Items listed in a dataset
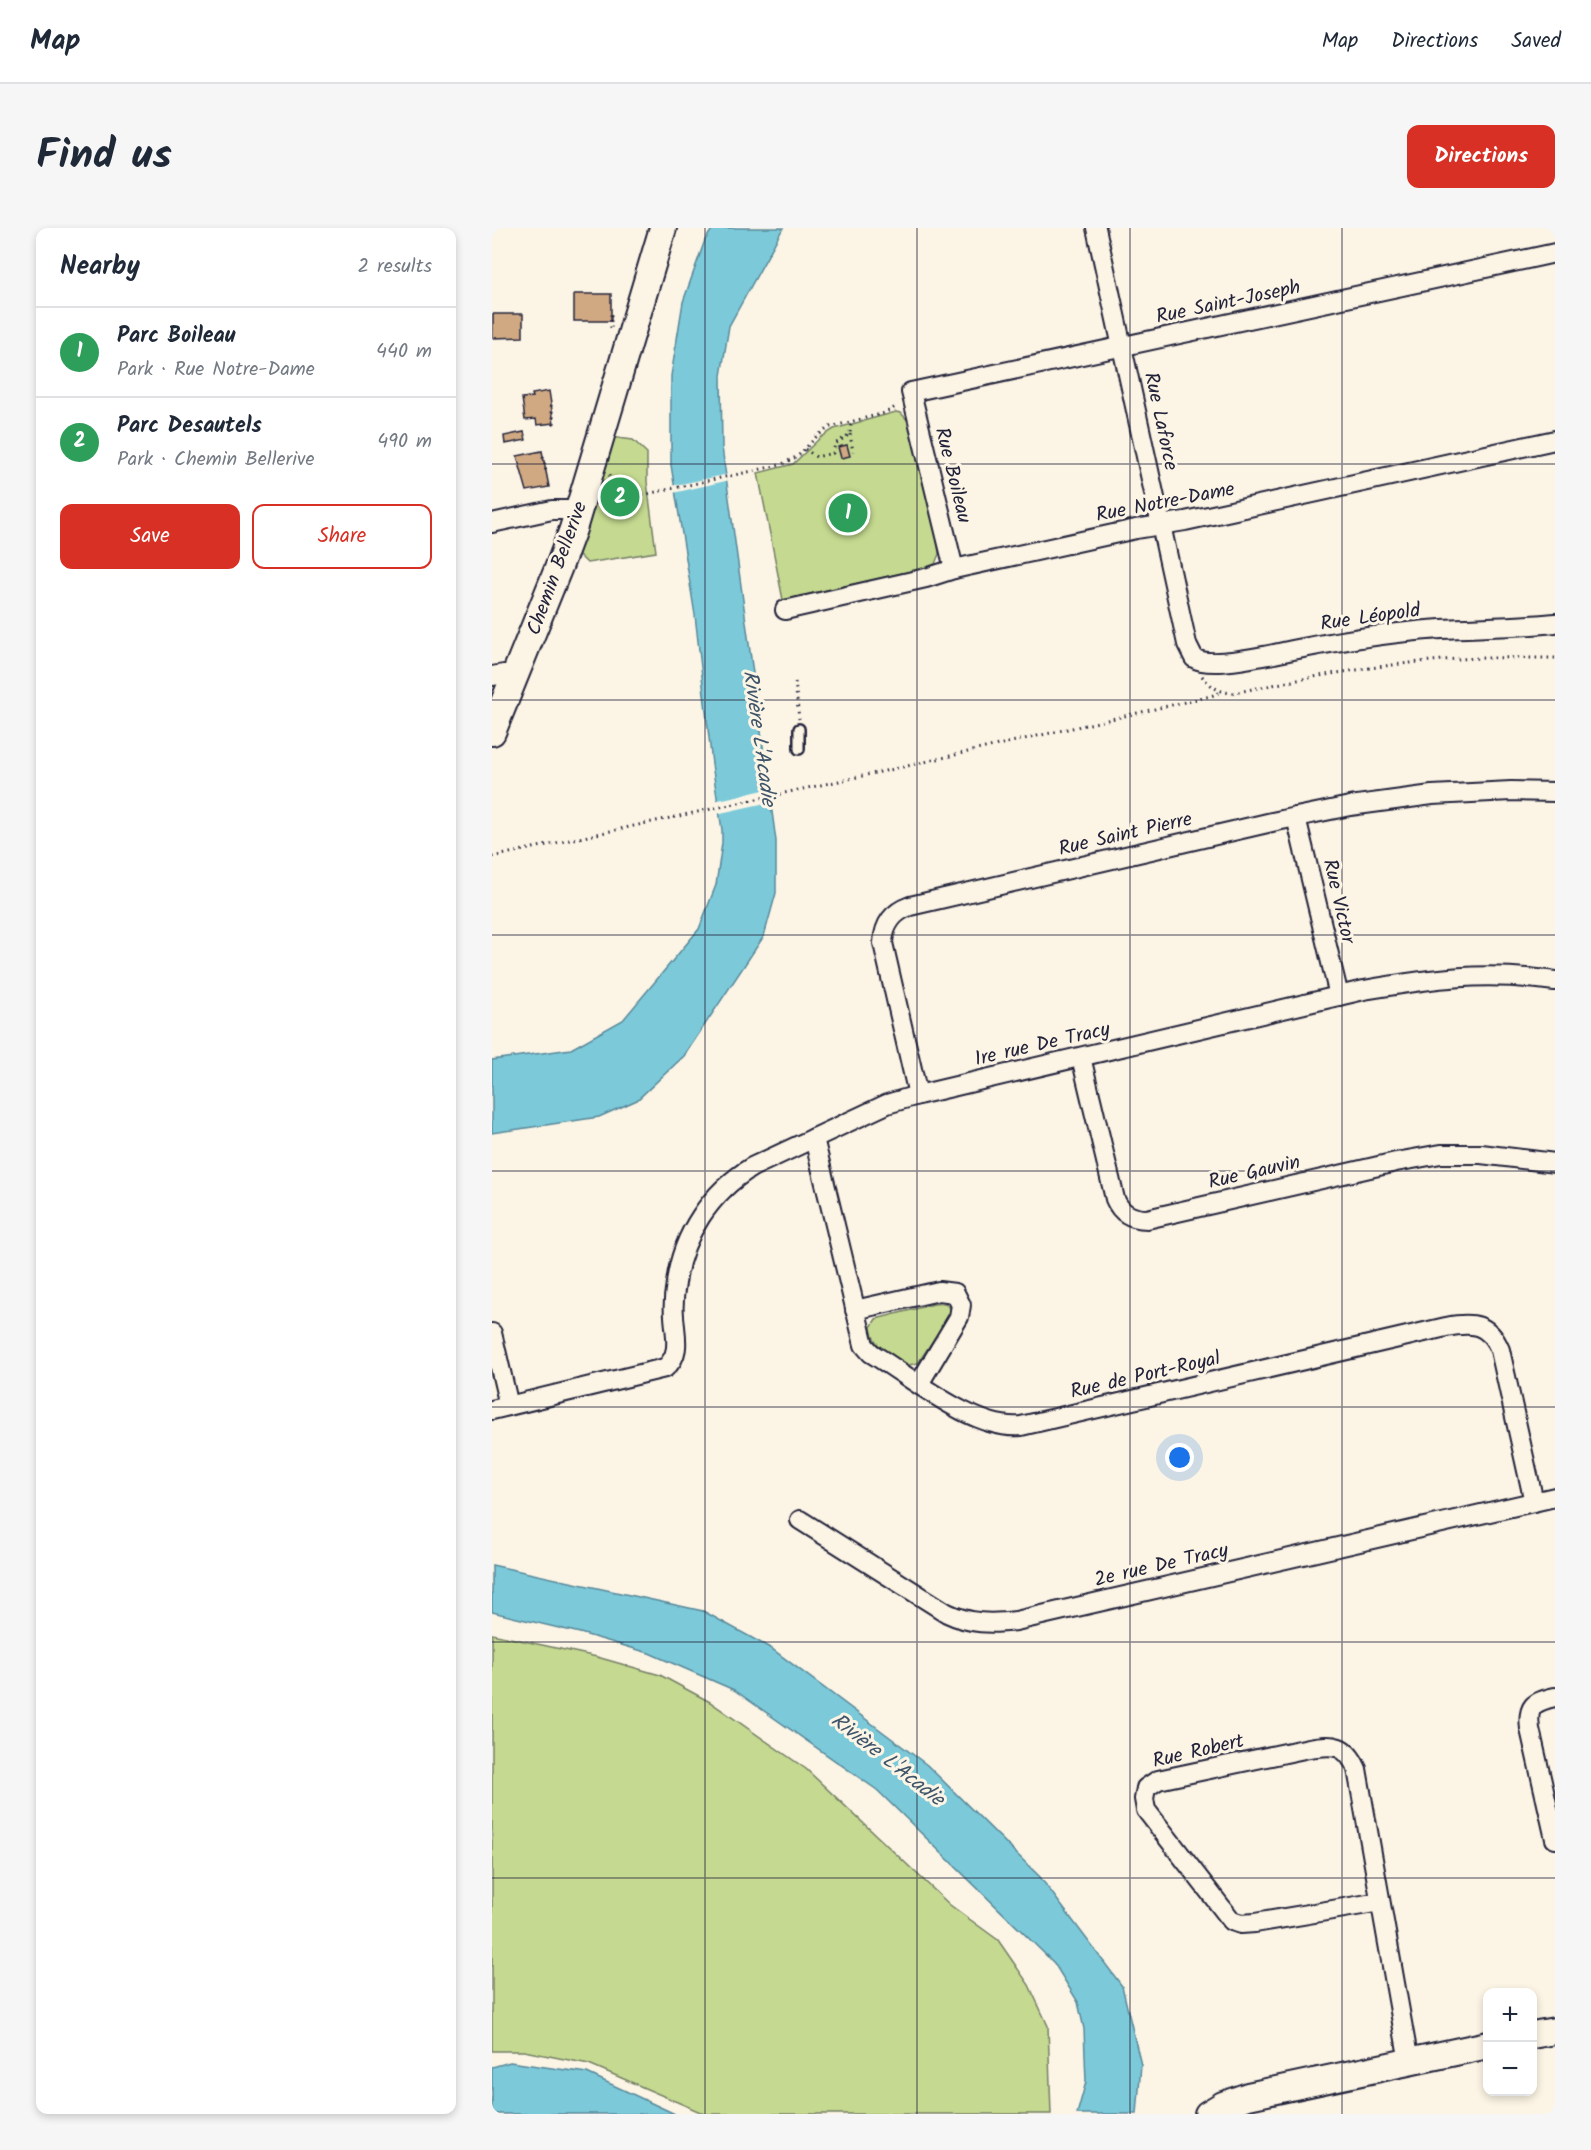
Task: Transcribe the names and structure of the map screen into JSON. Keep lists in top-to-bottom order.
{
  "streets": {
    "street": [
      "Rue Saint-Joseph",
      "Rue Laforce",
      "Rue Boileau",
      "Rue Notre-Dame",
      "Chemin Bellerive",
      "Rue Léopold",
      "Rue Saint Pierre",
      "Rue Victor",
      "1re rue De Tracy",
      "Rue Gauvin",
      "Rue de Port-Royal",
      "2e rue De Tracy",
      "Rue Robert"
    ]
  },
  "crossings": [
    ["Rue Saint-Joseph", "Rue Laforce"],
    ["Rue Saint-Joseph", "Rue Boileau"],
    ["Rue Laforce", "Rue Notre-Dame"],
    ["Rue Laforce", "Rue Léopold"],
    ["Rue Boileau", "Rue Notre-Dame"],
    ["Rue Saint Pierre", "Rue Victor"],
    ["Rue Saint Pierre", "1re rue De Tracy"],
    ["Rue Victor", "1re rue De Tracy"],
    ["1re rue De Tracy", "Rue Gauvin"],
    ["1re rue De Tracy", "Rue de Port-Royal"],
    ["Rue de Port-Royal", "2e rue De Tracy"]
  ],
  "water": ["Rivière L'Acadie"],
  "page": {
    "header": "Map",
    "nav": ["Map", "Directions", "Saved"],
    "title": "Find us",
    "buttons": [
      "Directions",
      ["Save", "Share"]
    ],
    "heading": ["Nearby", "2 results"],
    "list": [
      {
        "mark": "1",
        "name": "Parc Boileau",
        "note": "Park · Rue Notre-Dame",
        "value": "440 m"
      },
      {
        "mark": "2",
        "name": "Parc Desautels",
        "note": "Park · Chemin Bellerive",
        "value": "490 m"
      }
    ],
    "pins": ["2", "1"],
    "map_buttons": ["+", "−"]
  }
}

**Exercise aim**: Could the data above be returned in full, exactly, with every image left out?

**Final answer**:
Task: Transcribe the names and structure of the map screen into JSON. Keep lists in top-to-bottom order.
{
  "streets": {
    "street": [
      "Rue Saint-Joseph",
      "Rue Laforce",
      "Rue Boileau",
      "Rue Notre-Dame",
      "Chemin Bellerive",
      "Rue Léopold",
      "Rue Saint Pierre",
      "Rue Victor",
      "1re rue De Tracy",
      "Rue Gauvin",
      "Rue de Port-Royal",
      "2e rue De Tracy",
      "Rue Robert"
    ]
  },
  "crossings": [
    ["Rue Saint-Joseph", "Rue Laforce"],
    ["Rue Saint-Joseph", "Rue Boileau"],
    ["Rue Laforce", "Rue Notre-Dame"],
    ["Rue Laforce", "Rue Léopold"],
    ["Rue Boileau", "Rue Notre-Dame"],
    ["Rue Saint Pierre", "Rue Victor"],
    ["Rue Saint Pierre", "1re rue De Tracy"],
    ["Rue Victor", "1re rue De Tracy"],
    ["1re rue De Tracy", "Rue Gauvin"],
    ["1re rue De Tracy", "Rue de Port-Royal"],
    ["Rue de Port-Royal", "2e rue De Tracy"]
  ],
  "water": ["Rivière L'Acadie"],
  "page": {
    "header": "Map",
    "nav": ["Map", "Directions", "Saved"],
    "title": "Find us",
    "buttons": [
      "Directions",
      ["Save", "Share"]
    ],
    "heading": ["Nearby", "2 results"],
    "list": [
      {
        "mark": "1",
        "name": "Parc Boileau",
        "note": "Park · Rue Notre-Dame",
        "value": "440 m"
      },
      {
        "mark": "2",
        "name": "Parc Desautels",
        "note": "Park · Chemin Bellerive",
        "value": "490 m"
      }
    ],
    "pins": ["2", "1"],
    "map_buttons": ["+", "−"]
  }
}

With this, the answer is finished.